◆ Problem requirements:
Check each line of the data below for the string "Church", then state how many have it and nothing else.

[Extracted data entries]

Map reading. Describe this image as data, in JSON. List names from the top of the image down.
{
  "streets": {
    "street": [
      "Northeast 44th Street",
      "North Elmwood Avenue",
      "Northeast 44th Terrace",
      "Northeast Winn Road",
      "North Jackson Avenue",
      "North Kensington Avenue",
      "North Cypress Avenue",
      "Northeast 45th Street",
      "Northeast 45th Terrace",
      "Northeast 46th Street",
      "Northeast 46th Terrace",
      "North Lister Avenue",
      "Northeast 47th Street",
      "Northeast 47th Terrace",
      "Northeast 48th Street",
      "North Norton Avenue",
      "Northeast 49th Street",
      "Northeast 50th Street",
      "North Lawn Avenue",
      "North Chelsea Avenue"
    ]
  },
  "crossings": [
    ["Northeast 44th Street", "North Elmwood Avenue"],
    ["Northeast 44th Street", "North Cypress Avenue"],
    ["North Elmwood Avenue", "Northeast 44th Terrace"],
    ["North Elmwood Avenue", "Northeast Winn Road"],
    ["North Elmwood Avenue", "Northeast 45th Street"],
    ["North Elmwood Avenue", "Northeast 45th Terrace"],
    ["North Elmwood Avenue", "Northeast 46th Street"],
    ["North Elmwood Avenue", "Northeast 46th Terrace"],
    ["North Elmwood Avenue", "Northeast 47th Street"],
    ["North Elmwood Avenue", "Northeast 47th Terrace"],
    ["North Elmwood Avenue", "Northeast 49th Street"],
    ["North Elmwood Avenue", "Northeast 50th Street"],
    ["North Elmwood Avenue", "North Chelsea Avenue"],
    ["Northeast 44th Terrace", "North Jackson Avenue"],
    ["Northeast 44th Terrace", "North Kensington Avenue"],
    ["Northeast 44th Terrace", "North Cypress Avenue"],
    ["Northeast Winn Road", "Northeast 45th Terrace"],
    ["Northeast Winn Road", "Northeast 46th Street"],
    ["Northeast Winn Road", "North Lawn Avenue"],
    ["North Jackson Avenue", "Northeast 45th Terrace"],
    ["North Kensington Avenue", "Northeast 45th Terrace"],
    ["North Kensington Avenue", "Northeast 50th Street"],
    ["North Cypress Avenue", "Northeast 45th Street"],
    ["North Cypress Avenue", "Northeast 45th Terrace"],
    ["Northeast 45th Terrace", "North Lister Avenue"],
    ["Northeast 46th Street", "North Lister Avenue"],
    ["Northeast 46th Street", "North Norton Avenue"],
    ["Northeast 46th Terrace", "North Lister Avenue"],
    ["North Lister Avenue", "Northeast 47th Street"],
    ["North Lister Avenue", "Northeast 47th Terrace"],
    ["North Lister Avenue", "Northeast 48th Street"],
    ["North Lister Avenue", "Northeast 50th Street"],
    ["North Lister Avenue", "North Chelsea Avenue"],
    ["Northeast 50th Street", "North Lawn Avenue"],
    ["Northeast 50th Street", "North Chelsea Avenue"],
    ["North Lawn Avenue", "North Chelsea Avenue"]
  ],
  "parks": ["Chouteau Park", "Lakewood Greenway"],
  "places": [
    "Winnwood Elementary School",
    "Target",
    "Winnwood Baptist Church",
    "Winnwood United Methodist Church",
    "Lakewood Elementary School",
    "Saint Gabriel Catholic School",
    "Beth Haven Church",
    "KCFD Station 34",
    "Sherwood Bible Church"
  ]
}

◆ Response:
4